- **Task instructions**:
Every record must be repeated precisely as it stands.

[Dataset entries]

BEGIN

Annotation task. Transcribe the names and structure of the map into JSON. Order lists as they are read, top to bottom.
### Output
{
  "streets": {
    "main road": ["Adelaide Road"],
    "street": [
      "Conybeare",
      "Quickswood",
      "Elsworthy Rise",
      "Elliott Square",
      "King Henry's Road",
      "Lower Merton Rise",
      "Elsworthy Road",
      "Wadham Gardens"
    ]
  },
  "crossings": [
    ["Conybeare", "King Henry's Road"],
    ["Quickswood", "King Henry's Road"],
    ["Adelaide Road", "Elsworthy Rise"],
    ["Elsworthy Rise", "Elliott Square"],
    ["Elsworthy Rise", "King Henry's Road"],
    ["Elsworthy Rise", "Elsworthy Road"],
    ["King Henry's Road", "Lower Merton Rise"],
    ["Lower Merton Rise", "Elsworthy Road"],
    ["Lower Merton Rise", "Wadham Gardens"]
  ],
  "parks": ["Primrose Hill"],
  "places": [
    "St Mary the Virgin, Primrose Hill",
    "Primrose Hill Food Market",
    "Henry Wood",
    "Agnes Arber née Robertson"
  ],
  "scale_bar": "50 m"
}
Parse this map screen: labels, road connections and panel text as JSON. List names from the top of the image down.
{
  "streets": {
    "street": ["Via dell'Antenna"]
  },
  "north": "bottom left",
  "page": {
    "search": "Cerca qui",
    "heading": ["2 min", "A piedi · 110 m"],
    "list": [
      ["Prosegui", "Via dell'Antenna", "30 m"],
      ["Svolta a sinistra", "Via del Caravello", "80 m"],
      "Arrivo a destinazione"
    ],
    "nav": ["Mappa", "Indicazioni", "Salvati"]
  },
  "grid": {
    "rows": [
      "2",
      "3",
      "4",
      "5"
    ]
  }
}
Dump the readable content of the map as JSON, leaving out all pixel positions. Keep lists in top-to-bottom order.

END

- **Your solution**:
Annotation task. Transcribe the names and structure of the map into JSON. Order lists as they are read, top to bottom.
### Output
{
  "streets": {
    "main road": ["Adelaide Road"],
    "street": [
      "Conybeare",
      "Quickswood",
      "Elsworthy Rise",
      "Elliott Square",
      "King Henry's Road",
      "Lower Merton Rise",
      "Elsworthy Road",
      "Wadham Gardens"
    ]
  },
  "crossings": [
    ["Conybeare", "King Henry's Road"],
    ["Quickswood", "King Henry's Road"],
    ["Adelaide Road", "Elsworthy Rise"],
    ["Elsworthy Rise", "Elliott Square"],
    ["Elsworthy Rise", "King Henry's Road"],
    ["Elsworthy Rise", "Elsworthy Road"],
    ["King Henry's Road", "Lower Merton Rise"],
    ["Lower Merton Rise", "Elsworthy Road"],
    ["Lower Merton Rise", "Wadham Gardens"]
  ],
  "parks": ["Primrose Hill"],
  "places": [
    "St Mary the Virgin, Primrose Hill",
    "Primrose Hill Food Market",
    "Henry Wood",
    "Agnes Arber née Robertson"
  ],
  "scale_bar": "50 m"
}
Parse this map screen: labels, road connections and panel text as JSON. List names from the top of the image down.
{
  "streets": {
    "street": ["Via dell'Antenna"]
  },
  "north": "bottom left",
  "page": {
    "search": "Cerca qui",
    "heading": ["2 min", "A piedi · 110 m"],
    "list": [
      ["Prosegui", "Via dell'Antenna", "30 m"],
      ["Svolta a sinistra", "Via del Caravello", "80 m"],
      "Arrivo a destinazione"
    ],
    "nav": ["Mappa", "Indicazioni", "Salvati"]
  },
  "grid": {
    "rows": [
      "2",
      "3",
      "4",
      "5"
    ]
  }
}
Dump the readable content of the map as JSON, leaving out all pixel positions. Keep lists in top-to-bottom order.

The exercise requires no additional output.